La salve de SLBM chinois suscite des critiques successives des Etats insulaires du Pacifique

La critique s’est propagée dans la région du Pacifique après le tir, le 6, d’un missile balistique par la Chine. Le missile a atterri près de la zone économique exclusive (ZEE) de Tuvalu, ravivant la perception de la présence militaire chinoise dans la région.

Le tir chinois fait des remous dans la région

Le département d’Etat américain a publié dans la soirée du 6 une déclaration de son porte-parole indiquant que « l’accélération rapide et opaque de l’arsenal nucléaire chinois constitue une source majeure de préoccupation pour la région et pour le monde ». Il a ajouté que les Etats-Unis « maintiennent sans faille leurs engagements de défense envers leurs alliés et partenaires ».
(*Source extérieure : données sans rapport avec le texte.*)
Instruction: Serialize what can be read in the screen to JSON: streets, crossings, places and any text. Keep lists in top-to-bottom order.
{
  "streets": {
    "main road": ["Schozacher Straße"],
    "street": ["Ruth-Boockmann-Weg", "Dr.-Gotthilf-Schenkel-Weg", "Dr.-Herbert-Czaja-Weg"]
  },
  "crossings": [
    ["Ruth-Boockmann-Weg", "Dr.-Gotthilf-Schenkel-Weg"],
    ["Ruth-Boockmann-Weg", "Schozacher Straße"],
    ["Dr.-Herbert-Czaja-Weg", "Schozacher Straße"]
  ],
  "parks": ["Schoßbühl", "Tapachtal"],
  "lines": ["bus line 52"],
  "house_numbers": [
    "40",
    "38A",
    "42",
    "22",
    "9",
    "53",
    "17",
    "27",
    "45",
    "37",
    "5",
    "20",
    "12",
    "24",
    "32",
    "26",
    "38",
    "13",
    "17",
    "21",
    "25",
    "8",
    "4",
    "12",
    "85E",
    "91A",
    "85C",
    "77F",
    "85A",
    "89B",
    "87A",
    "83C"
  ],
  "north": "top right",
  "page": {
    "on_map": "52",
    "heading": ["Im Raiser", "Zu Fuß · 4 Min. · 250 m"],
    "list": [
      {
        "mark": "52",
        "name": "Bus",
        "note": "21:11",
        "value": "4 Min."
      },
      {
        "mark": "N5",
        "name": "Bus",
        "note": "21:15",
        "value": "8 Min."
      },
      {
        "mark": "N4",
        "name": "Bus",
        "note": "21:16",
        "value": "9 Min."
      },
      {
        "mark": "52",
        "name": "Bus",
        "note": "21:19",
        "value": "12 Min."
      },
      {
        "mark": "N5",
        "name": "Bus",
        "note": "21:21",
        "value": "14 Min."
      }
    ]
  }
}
Le missile balistique mer-sol tiré par l’armée chinoise a survolé les ZEE des Etats fédérés de Micronésie, de Nauru, de Kiribati et de Tuvalu, avant de tomber près de la frontière entre les ZEE de Kiribati et de Tuvalu. L’armée chinoise indique avoir équipé le missile d’une ogive factice d’entraînement et qu’il a touché la zone maritime prévue, sans préciser le lieu exact.

Elle a également expliqué que le tir avait été notifié à l’avance aux pays concernés et qu’il était conforme au droit international et aux usages internationaux. Elle a ajouté qu’il ne visait aucun pays ni aucune cible en particulier.

Inquiétudes de l’Australie, de la Nouvelle-Zélande et d’autres pays

L’Australie et les Fidji ont signé le 6 un traité de défense mutuelle faisant passer leur relation bilatérale au rang d’alliance, et qualifiant de menace régionale la militarisation par des tiers, en référence à la Chine. L’armée chinoise a tiré son missile juste après.

Le Premier ministre australien, Anthony Albanese, a critiqué le 7 une action « provocatrice » de la Chine, estimant qu’elle « déstabilise la région ». Le Premier ministre néo-zélandais, Christopher Luxon, a déclaré lui aussi : « Nous avons été prévenus à l’avance, mais il n’y a pas eu de consultation. Nous n’avons été informés que quelques heures avant le tir. » Il a ajouté craindre que « ce type d’action semble devenir progressivement la norme ».

Le ministère philippin de la Défense a dénoncé le 7 le tir comme une « démonstration imprudente de force militaire ». Il a ajouté qu’il s’agissait d’un « acte de provocation calculé contre les pays opposés à l’expansionnisme illégal » et a fait savoir qu’il entendait coopérer avec les pays riverains du Pacifique pour demander à la Chine un « comportement responsable ».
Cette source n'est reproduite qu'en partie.